Ateş tehlikelidir. Bütün bir ormanı veya bir evi bir kül yığınına ve kömürleşmiş oduna indirgeyebilir. Ama aynı zamanda, ateş olağanüstü derecede faydalıdır. İnsanlara yemek pişirmemizi, metal aletler yapmamızı ve tuğlaları sertleştirmemizi sağlayan ilk ışık ve ısı biçimini verdi. Kesinlikle insanlık tarihindeki en önemli güçlerden biridir.
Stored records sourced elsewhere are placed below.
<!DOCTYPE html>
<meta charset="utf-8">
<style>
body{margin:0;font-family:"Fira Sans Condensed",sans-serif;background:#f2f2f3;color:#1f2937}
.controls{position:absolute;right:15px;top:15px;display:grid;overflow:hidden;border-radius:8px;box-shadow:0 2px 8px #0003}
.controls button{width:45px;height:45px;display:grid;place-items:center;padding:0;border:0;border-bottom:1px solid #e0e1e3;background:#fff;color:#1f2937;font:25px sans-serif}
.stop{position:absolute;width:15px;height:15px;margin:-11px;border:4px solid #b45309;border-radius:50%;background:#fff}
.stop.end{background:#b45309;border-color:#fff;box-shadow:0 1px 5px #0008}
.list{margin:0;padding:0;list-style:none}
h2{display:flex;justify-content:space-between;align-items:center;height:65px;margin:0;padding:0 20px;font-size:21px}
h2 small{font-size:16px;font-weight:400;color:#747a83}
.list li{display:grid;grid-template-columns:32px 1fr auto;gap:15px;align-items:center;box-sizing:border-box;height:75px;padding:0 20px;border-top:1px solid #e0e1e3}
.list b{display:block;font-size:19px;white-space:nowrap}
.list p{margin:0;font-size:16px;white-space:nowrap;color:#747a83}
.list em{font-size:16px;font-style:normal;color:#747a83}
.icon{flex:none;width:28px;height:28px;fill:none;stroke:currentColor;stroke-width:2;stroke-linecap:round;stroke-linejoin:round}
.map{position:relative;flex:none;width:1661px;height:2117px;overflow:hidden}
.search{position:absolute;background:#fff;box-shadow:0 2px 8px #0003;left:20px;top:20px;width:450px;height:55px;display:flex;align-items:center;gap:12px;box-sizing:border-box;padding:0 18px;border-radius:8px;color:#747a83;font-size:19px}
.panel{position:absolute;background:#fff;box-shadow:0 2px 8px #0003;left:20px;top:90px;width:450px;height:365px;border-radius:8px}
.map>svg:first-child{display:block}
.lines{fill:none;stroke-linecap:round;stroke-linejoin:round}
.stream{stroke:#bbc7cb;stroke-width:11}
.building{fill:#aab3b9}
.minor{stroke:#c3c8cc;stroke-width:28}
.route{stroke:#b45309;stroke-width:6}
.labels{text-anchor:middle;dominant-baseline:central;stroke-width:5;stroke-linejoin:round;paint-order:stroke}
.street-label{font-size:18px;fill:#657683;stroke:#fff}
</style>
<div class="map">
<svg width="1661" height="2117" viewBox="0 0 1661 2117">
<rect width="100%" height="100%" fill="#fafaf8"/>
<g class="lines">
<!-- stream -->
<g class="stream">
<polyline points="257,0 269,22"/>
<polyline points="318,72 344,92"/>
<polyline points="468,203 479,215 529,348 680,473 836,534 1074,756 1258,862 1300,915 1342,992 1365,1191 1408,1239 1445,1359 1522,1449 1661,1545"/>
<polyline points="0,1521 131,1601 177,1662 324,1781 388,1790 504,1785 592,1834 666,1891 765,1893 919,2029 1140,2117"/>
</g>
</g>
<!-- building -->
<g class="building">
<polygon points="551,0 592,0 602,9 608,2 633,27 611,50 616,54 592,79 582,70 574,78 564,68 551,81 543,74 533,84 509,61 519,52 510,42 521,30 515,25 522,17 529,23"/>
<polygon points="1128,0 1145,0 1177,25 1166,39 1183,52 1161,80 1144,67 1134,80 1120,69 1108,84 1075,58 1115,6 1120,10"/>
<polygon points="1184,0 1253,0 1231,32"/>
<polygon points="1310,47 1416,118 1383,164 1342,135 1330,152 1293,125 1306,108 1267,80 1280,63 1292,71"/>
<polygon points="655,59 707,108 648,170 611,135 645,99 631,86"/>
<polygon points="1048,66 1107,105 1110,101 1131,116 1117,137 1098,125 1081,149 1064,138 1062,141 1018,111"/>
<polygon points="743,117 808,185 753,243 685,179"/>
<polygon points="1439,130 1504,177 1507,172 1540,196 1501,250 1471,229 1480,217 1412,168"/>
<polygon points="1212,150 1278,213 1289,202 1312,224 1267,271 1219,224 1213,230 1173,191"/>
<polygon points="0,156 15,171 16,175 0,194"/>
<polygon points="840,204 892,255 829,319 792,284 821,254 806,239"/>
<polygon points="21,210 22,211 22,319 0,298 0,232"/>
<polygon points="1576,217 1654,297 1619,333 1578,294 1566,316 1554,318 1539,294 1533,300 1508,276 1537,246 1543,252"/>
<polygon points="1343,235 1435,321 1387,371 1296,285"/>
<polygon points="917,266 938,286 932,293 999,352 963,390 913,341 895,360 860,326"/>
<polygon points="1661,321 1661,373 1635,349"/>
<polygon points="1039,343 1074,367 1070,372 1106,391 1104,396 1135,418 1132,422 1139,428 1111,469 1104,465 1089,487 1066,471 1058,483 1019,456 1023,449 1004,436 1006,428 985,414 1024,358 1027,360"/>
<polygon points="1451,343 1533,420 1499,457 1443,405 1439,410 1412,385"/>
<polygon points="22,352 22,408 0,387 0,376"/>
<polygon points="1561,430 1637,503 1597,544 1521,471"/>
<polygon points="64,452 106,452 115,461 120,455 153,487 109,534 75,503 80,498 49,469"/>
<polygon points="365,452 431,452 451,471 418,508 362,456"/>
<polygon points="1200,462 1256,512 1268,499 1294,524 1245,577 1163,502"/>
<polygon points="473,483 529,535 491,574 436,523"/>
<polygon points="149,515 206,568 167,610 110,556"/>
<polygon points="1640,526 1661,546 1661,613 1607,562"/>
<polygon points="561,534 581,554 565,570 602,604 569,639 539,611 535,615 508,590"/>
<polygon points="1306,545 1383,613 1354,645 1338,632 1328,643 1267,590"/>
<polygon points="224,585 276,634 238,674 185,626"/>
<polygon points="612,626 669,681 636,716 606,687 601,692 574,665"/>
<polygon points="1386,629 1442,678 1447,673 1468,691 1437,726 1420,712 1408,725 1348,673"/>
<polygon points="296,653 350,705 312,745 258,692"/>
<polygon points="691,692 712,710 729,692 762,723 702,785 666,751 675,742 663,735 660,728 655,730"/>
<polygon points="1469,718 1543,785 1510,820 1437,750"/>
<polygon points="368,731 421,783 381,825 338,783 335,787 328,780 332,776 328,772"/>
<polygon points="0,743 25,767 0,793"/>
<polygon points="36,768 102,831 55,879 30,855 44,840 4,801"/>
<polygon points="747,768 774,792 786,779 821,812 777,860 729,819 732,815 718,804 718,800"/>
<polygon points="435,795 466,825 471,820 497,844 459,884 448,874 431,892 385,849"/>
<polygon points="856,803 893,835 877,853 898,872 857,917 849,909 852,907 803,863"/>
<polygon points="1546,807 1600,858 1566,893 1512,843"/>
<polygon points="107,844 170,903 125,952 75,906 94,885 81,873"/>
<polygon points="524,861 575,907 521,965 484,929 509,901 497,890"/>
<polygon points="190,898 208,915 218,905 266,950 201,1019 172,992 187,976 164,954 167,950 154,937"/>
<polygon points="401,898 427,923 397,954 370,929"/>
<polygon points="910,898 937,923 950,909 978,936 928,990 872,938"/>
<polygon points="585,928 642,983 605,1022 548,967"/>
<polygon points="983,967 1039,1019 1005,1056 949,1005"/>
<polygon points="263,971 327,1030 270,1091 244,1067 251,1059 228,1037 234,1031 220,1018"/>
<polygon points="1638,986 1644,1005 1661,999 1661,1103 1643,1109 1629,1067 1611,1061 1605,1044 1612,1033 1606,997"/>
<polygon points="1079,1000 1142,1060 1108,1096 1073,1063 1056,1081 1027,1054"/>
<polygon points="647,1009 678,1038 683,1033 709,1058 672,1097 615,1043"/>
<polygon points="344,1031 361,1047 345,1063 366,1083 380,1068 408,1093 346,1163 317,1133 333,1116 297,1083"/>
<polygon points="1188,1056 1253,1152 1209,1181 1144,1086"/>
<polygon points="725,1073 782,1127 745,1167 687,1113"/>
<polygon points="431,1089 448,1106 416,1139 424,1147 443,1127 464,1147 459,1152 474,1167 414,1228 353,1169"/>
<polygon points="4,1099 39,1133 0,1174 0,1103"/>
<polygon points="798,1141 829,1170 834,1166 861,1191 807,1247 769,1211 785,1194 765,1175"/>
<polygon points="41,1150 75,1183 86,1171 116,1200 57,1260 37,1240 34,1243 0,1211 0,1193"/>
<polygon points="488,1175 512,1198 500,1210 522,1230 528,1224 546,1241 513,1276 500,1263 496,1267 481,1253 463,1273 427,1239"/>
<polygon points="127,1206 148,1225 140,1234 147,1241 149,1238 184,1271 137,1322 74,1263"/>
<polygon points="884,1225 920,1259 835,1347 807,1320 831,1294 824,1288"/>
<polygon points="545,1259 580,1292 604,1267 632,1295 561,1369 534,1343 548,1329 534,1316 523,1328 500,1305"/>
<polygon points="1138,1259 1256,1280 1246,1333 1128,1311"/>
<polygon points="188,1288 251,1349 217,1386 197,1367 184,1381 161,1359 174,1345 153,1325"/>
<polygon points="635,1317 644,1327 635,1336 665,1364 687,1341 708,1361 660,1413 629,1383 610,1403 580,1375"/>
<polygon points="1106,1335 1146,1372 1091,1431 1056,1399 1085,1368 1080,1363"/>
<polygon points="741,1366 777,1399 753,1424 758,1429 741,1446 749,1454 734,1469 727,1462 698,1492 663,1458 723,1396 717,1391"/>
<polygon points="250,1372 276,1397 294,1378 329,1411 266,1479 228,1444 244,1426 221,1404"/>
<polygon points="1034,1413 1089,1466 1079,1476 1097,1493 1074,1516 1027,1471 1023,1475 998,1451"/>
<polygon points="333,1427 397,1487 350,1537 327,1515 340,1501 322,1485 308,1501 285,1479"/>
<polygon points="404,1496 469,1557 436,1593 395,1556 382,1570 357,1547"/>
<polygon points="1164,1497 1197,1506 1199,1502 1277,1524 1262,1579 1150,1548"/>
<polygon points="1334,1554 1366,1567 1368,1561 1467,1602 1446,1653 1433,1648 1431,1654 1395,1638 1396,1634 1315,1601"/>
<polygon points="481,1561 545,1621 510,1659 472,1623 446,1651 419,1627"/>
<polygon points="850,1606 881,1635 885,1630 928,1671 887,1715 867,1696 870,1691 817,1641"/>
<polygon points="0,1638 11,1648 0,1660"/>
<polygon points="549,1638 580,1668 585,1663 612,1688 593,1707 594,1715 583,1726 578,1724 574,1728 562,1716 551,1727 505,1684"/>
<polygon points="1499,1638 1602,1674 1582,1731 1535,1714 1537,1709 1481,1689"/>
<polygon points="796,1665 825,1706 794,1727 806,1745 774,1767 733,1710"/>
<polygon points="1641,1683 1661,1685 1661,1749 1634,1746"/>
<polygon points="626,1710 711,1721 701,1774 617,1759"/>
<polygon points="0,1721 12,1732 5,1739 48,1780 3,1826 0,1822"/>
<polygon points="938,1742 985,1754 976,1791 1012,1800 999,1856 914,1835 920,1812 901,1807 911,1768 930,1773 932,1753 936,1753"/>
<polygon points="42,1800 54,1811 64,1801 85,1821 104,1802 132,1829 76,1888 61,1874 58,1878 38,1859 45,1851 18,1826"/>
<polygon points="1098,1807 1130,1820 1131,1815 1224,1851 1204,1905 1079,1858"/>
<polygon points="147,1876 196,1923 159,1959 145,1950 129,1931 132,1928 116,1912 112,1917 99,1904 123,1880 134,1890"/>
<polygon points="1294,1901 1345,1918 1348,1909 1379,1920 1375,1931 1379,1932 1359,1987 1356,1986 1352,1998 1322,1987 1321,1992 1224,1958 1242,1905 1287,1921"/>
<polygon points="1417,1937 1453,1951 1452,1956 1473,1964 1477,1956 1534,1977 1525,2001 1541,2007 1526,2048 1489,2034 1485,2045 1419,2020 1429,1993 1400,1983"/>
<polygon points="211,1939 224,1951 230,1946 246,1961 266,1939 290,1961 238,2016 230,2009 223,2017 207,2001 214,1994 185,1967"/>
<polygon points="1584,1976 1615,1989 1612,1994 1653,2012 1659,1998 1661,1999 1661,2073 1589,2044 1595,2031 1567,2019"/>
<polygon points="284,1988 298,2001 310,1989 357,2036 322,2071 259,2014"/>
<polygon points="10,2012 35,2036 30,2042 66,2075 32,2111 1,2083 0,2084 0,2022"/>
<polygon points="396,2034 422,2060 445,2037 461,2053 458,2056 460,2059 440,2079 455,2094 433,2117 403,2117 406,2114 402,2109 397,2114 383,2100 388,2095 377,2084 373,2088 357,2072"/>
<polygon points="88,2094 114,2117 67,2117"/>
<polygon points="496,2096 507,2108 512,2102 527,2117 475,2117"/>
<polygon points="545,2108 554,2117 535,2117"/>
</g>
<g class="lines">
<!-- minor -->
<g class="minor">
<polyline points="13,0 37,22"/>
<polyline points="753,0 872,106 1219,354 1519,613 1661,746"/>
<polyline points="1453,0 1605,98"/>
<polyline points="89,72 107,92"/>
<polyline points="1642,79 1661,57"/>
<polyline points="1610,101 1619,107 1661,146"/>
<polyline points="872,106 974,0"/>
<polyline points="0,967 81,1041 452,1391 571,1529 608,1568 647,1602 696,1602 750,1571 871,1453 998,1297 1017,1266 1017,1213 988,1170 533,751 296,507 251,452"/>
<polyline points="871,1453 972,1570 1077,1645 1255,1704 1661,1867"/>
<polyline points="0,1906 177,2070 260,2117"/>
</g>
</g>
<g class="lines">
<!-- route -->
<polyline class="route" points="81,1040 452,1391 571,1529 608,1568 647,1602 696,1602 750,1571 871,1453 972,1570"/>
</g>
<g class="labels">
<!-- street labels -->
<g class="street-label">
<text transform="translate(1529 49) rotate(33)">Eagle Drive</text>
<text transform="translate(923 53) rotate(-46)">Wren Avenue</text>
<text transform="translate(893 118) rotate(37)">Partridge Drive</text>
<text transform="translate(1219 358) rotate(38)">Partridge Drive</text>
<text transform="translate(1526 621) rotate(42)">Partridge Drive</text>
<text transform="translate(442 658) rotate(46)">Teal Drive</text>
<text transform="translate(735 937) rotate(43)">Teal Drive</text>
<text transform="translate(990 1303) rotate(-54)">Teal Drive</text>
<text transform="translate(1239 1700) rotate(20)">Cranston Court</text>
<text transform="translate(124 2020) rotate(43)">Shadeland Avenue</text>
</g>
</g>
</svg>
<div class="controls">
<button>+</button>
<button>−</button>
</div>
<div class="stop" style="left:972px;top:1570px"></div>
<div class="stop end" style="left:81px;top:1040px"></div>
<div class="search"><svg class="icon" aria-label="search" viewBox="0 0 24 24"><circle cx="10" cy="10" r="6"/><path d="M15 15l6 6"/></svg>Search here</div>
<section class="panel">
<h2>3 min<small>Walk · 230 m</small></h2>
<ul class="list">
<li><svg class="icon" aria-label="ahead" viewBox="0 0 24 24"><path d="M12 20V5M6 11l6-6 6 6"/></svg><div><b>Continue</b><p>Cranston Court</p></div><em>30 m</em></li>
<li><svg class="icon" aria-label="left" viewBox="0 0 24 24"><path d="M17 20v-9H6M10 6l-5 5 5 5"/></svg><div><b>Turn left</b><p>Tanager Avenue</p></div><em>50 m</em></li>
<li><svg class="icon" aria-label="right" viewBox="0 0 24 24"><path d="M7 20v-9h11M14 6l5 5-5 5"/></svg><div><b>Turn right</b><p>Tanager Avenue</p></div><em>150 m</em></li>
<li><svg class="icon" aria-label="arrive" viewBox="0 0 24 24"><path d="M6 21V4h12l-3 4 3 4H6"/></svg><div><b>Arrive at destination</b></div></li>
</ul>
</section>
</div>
Ama tam olarak nedir?
Bu derste tartışacağız
Yunan felsefesi, Evrenin dört elementten oluştuğunu varsaydı: Ateş, Su, Toprak ve Hava . Tıpkı suya, toprağa ve havaya yaptığınız gibi ateşi hissedebiliyor, koklayabiliyor ve hareket ettirebilseniz de, ateş tamamen farklı bir şeydir.
Toprak, su ve hava, bir araya toplanmış milyonlarca ve milyonlarca atomdan oluştuğu için maddenin biçimleridir. Ateş hiç de 'madde' değildir. Maddenin biçim değiştirmesinin gözle görülür, somut bir yan etkisidir - kimyasal reaksiyonun bir parçasıdır.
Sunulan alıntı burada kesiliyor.